The study was funded by a group of foundations largely focused on climate, renewable energy and the environment. It was vetted by a technical advisory committee that includes representatives from large energy companies such as Exelon Corp., the parent of Baltimore Gas & Electric Co., and ConEdison.

In addition to Maryland, the states participating in RGGI are Connecticut, Delaware, Maine, Massachusetts, New Hampshire, New York, Rhode Island and Vermont.

New Jersey left the organization in 2012 but is rejoining, and Virginia also is moving to join.

Hibbard said the way states have spent the proceeds of the carbon auction has helped create more than 40,000 new jobs across those states. About half of the money has been invested in programs to promote energy efficiency, 18 percent of it on renewable energy programs and 13 percent on bill credits, the study found.

In Maryland, proceeds are divided between bill credits and energy-efficiency rebates and grants. The state is unique in largely targeting low-income residents with bill credits, Hibbard said.

The report did not break out state-by-state costs and economic impacts.
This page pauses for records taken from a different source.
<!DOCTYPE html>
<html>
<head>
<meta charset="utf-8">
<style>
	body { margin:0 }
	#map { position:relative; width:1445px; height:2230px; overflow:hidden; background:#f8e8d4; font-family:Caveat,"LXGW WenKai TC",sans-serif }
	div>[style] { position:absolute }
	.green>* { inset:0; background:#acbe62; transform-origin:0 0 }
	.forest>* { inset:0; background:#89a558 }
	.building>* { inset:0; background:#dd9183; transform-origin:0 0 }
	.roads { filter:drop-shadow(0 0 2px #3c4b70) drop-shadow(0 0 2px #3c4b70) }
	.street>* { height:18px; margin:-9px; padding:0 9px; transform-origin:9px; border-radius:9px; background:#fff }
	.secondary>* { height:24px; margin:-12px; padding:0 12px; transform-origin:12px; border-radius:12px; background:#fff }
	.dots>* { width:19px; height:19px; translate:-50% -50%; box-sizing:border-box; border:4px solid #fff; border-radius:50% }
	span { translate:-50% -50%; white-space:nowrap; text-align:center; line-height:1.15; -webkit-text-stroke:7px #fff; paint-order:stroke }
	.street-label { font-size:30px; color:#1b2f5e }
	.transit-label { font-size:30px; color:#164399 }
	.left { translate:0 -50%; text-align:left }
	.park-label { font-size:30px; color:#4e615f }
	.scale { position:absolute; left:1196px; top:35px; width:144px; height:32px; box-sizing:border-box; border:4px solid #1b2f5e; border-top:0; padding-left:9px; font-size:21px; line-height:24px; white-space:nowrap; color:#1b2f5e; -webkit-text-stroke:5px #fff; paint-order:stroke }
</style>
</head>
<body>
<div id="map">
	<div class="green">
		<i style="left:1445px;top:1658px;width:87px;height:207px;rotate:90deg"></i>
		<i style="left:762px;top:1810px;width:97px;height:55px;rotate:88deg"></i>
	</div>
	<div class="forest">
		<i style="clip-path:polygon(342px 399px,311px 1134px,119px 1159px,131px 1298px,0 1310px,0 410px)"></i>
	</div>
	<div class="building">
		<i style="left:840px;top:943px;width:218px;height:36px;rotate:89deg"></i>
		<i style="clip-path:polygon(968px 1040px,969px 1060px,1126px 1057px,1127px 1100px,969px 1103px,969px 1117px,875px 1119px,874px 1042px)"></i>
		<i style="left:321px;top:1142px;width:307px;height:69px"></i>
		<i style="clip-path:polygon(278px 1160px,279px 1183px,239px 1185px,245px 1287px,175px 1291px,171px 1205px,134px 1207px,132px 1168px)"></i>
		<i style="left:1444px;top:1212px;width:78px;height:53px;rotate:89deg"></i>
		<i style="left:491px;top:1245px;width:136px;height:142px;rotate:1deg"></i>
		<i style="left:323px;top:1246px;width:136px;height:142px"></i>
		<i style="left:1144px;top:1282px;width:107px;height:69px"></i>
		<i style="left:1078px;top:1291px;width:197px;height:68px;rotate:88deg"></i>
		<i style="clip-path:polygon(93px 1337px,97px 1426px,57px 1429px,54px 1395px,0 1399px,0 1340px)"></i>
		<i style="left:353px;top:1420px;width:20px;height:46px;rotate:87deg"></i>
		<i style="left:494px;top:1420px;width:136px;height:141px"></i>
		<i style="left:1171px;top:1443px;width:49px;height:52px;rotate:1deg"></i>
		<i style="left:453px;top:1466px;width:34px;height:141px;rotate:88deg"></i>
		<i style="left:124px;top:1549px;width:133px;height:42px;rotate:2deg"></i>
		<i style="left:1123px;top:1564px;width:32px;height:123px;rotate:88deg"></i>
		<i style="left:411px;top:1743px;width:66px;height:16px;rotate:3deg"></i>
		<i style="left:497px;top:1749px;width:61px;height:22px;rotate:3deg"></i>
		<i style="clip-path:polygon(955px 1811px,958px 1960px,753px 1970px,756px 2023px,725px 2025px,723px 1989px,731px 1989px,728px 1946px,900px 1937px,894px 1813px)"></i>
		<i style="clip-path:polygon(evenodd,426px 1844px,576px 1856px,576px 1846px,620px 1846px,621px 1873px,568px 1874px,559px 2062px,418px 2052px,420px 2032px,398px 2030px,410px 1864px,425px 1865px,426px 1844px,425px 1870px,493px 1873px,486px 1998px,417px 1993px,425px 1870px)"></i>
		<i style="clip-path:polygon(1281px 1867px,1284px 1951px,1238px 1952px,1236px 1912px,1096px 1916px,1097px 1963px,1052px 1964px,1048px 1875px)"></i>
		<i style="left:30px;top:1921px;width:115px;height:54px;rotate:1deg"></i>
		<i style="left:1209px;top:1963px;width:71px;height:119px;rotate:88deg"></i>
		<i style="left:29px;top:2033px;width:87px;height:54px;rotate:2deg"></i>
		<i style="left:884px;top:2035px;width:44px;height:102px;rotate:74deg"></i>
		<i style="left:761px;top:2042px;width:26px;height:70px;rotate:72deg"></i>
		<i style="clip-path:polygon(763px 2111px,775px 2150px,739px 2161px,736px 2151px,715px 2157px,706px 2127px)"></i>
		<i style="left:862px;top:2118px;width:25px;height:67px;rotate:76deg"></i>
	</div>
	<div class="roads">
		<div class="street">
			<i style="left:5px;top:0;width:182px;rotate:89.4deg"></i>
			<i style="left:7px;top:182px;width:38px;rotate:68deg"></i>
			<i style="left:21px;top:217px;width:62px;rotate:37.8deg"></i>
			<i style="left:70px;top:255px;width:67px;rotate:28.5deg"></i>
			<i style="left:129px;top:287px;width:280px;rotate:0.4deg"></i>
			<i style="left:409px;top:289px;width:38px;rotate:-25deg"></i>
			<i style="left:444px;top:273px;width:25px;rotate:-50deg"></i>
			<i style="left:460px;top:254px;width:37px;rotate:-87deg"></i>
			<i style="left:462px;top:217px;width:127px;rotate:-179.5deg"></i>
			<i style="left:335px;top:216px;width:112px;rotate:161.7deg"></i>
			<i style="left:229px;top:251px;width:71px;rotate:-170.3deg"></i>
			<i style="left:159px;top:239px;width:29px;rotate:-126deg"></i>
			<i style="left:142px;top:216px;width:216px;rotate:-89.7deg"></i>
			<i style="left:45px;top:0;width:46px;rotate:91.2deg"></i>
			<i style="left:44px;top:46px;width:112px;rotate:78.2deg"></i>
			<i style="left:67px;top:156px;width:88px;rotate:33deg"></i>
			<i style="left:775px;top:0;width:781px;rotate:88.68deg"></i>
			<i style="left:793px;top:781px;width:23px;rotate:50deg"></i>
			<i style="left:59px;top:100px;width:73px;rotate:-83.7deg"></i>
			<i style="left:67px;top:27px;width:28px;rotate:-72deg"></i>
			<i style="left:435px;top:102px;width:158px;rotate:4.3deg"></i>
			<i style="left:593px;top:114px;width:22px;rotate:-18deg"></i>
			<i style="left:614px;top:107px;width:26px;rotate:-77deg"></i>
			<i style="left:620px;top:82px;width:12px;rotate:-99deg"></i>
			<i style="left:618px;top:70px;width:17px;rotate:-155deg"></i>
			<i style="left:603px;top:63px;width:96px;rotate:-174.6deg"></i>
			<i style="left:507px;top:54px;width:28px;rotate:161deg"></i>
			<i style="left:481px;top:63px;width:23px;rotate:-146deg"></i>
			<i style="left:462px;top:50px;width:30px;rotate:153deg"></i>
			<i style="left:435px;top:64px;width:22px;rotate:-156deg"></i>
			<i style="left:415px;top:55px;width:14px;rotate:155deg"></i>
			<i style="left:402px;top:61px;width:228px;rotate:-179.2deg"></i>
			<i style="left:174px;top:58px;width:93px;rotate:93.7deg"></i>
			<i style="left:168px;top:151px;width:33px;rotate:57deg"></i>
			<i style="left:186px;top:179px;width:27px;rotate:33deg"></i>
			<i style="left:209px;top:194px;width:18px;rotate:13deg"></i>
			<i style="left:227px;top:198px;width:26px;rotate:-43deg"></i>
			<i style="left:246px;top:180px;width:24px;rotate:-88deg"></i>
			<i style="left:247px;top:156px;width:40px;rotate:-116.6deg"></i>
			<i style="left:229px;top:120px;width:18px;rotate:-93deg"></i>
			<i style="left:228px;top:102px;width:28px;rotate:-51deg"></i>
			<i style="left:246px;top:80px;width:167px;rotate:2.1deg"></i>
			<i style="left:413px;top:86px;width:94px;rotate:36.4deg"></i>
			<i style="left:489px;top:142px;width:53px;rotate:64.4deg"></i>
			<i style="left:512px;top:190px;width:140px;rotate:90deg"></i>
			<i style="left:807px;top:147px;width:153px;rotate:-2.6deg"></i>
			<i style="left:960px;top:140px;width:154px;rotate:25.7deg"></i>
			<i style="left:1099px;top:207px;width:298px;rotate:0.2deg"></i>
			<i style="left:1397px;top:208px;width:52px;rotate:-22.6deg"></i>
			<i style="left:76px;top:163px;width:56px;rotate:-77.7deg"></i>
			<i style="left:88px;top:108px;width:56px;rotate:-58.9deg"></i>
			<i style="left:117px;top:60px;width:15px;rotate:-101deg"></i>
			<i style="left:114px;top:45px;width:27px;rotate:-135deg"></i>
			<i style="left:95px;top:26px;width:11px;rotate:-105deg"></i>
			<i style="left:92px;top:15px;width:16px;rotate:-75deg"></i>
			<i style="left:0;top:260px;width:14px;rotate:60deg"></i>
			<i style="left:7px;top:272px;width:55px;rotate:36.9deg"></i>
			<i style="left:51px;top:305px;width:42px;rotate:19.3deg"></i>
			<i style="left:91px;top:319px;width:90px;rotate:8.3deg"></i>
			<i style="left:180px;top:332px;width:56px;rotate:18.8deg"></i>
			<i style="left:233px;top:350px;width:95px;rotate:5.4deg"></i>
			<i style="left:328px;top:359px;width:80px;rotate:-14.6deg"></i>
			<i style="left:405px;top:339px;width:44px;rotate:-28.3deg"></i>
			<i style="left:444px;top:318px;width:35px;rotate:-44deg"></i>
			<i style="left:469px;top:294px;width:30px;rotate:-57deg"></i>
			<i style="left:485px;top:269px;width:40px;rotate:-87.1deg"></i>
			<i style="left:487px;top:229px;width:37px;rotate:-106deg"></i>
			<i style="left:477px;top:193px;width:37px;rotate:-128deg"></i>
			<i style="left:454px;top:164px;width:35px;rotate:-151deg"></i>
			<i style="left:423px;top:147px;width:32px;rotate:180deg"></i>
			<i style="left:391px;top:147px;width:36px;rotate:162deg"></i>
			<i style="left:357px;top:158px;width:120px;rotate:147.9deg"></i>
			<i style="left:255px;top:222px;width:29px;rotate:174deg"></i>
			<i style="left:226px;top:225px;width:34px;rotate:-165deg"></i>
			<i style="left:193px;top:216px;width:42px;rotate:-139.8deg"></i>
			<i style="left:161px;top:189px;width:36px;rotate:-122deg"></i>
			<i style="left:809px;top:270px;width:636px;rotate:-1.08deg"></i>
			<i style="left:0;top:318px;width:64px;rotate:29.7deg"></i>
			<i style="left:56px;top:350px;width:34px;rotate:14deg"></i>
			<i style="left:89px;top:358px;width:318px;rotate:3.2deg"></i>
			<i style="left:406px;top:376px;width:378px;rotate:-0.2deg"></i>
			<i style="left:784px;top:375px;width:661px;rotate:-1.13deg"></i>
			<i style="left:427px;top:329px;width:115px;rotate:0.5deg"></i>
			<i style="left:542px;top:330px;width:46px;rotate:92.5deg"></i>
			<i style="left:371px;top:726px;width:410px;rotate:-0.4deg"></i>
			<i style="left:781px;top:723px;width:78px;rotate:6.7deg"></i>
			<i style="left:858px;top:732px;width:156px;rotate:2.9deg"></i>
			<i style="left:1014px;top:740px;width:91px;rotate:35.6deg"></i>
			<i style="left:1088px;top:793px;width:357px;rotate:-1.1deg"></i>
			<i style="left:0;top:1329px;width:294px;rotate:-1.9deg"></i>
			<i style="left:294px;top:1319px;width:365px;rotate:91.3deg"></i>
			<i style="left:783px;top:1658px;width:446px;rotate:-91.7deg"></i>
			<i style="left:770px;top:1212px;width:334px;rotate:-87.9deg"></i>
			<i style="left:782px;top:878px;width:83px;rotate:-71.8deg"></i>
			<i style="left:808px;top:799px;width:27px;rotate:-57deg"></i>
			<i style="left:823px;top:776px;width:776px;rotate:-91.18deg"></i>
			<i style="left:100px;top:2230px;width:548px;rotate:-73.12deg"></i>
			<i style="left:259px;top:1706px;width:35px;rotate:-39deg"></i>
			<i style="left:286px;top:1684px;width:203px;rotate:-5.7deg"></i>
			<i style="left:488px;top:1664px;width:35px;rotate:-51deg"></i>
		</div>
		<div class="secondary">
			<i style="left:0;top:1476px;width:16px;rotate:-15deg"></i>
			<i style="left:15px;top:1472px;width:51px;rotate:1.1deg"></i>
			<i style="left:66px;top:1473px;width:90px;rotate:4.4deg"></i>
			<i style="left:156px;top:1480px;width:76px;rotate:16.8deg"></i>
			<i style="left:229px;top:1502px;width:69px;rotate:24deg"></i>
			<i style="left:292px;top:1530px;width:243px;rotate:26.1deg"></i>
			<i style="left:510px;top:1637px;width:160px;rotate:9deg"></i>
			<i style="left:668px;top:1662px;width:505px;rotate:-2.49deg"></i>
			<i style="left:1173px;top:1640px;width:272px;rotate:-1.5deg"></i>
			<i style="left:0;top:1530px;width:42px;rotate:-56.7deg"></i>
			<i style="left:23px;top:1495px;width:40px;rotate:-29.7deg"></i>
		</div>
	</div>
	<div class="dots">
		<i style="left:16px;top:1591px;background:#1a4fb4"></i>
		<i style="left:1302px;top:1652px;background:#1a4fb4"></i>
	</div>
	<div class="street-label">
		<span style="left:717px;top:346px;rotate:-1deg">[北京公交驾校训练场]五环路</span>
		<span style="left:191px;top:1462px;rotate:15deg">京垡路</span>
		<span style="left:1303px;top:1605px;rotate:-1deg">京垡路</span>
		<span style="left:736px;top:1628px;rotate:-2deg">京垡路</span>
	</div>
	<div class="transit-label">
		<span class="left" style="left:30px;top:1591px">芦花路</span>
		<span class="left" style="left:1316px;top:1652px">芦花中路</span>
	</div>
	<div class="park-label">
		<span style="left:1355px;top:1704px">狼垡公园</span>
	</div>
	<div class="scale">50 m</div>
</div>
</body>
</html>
Republican Gov. Larry Hogan recommitted Maryland to the RGGI program last August, joining with the other states in setting a goal to reduce the region’s carbon pollution cap by 30 percent between 2020 and 2030.

Earlier this month, he signed a bill into law that would require the General Assembly’s permission for any future governor to attempt to leave the RGGI program, as Republican New Jersey Gov. Chris Christie did.

The legislation had been viewed widely as an attempt by the Democrat-controlled assembly to restrict Hogan’s authority, but Amelia Chasse, a spokeswoman for Hogan, said the governor has lobbied the Virginia and New Jersey governors personally to join the initiative and believes Maryland “must remain a committed and active member of RGGI.”

“Given the governor's strong support for this critical partnership to reduce greenhouse gas emissions, he applauds the legislature's work to make it harder for future governors to undo the Hogan administration's legacy of protecting and preserving Maryland's natural resources,” Chasse said.